Worst choke artists of all-time
Page 2 staff


Every year around NCAA Tournament time, it seems folks start talking about "choking."

Roy Williams' Kansas team avoid a gag this year to reach the Final Four, but Bob Huggins' Cincinnati squad wasn't quite as fortunate.

All this got Page 2 to thinking about the 10 worst choke artists in recent sports history. We've compiled our list of the 10 worst offenders, and we want to here your choice. Click here to identify your choice for the top choke artist. Later this week, we'll run our readers' top 10, along with a poll to determine who's most in need of the Heimlich.


1. Greg Norman
For a few years during the mid-1990s, the Great White Shark was considered the best golfer in the world ... yet he constantly fell apart during majors. His most egregious choke job came in the 1996 Masters, when Norman entered the final day with a six-stroke lead over Nick Faldo. The Shark gagged by shooting a 78, while Faldo shot a 67 to win the green jacket by five strokes.

2. California Angels
In 1982, with a 2-0 lead in the best-of-5 AL Championship Series against the Milwaukee Brewers, the Halos lost three straight in Milwaukee and were eliminated. In 1986, up 3-1 in the ALCS and a single pitch from their first World Series appearance, ace reliever Donny Moore gave up a two-strike, two-out homer to the Dave Henderson of the Red Sox, who went on to run out the series (and suffer their own humiliating choke to the Mets in the World Series, though that's another story). In 1995, holding a 13-game lead over the Mariners in August, the Angels managed to blow the lead and the division title.

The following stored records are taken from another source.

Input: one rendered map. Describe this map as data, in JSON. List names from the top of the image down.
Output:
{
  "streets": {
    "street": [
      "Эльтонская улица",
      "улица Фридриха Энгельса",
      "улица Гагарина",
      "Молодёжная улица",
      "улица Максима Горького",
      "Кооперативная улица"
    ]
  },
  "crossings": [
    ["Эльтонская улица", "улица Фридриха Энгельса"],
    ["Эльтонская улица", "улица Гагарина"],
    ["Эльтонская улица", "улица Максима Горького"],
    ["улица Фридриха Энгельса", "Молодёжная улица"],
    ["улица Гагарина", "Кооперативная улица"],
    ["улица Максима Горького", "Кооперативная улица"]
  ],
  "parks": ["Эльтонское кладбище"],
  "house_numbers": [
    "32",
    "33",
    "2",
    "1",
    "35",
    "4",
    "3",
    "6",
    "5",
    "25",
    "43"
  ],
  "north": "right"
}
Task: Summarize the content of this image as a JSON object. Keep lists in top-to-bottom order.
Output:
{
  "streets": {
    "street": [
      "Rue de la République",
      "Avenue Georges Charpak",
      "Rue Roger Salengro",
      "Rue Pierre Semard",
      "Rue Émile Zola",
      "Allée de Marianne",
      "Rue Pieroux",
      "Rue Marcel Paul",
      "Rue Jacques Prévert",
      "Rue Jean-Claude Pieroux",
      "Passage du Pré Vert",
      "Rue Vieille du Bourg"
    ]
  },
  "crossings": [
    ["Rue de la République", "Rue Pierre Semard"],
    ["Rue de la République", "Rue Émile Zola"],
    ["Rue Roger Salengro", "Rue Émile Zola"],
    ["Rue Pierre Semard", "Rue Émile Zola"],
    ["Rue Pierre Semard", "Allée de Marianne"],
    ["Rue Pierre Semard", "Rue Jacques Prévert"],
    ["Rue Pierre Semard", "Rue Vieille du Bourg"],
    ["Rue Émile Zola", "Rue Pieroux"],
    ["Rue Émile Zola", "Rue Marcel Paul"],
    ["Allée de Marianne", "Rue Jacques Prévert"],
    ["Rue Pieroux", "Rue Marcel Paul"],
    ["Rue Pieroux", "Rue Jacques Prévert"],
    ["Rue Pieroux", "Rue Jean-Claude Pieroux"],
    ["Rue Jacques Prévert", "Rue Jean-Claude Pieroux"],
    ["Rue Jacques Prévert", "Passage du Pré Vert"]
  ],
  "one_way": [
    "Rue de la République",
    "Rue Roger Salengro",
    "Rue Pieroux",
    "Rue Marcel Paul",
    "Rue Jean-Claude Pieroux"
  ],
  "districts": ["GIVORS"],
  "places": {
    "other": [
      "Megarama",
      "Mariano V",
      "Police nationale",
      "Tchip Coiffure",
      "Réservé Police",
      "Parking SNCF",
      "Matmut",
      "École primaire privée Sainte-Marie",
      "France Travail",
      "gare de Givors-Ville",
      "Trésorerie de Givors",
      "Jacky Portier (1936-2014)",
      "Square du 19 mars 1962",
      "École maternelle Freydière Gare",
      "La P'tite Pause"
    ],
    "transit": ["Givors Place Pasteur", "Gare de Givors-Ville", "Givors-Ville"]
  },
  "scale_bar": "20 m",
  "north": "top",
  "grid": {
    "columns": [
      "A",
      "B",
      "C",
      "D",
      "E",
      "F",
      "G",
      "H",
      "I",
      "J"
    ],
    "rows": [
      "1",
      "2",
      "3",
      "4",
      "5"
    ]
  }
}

3. University of Houston men's basketball
With Akeem Olajuwon and Clyde Drexler leading the way, Houston's "Phi Slamma Jamma" squads made three straight Final Fours in 1982-84 -- not surprising, since they featured two of the Top 50 NBA players of all-time -- but the Cougars never won a title. The absolute nadir was losing to the severely outmanned North Carolina State team of Jim Valvano in 1983, probably the biggest final game upset ever.


4. Minnesota Vikings
The Purple People-Eaters were 0-4 in Super Bowl games, including at least two where they probably had the superior team. But the worst chokes for the Vikes were a couple of times they failed to reach the Super Bowl: In 1998, when they were 15-1 but lost the NFC title game to the Falcons, and in 2000, when they lost the NFC title game to the underdog New York Giants by an embarrassing score of 41-0.

5. 1994 Seattle SuperSonics
The Sonics had the NBA's best record (63-19), but managed to become the first No. 1 seed ever to lose to a No. 8 seed when they blew a 2-0 lead in games in a best-of-5 series against the Denver Nuggets, a team with a 42-40 regular-season record that had lost the first two games of the series by an average of 17 points.

6. Michelle Kwan
Though she has been generally considered to be the world's best figure-skater for the past five years, Kwan was twice upset by American teenagers in the Olympic Games -- first by Tara Lipinski in 1998 and then by Sarah Hughes earlier this year. In both cases, she was obviously tight and failed to skate anywhere near her best, failing to win even though the judges were clearly dying to give the four-time world champion the gold.

7. 1951 Brooklyn Dodgers
Baseball's most famous collapse. The Dodgers had a 13-game lead over their local archrivals, the New York Giants, late in August. The Giants managed to pull into a tie at the end of the regular season, then captured a best-of-3 playoff series on Bobby Thompson's ninth-inning three-run jack off Ralph Branca, "The Shot Heard 'Round the World."


8. 1992-93 Houston Oilers
Up 35-3 at halftime against the Buffalo Bills in an AFC wild-card game, the Oilers managed to turn backup Bills quarterback Frank Reich into a one-day folk hero by losing 41-38 in OT, the biggest in-game turnaround in NFL history. This was particularly painful, since the Oilers never made the Super Bowl during their years in Houston.

9. Boston Red Sox
Does the name "Bill Buckner" mean anything to you? How about the name "Bucky Dent"? How about no World Series titles since 1918? We rest our case.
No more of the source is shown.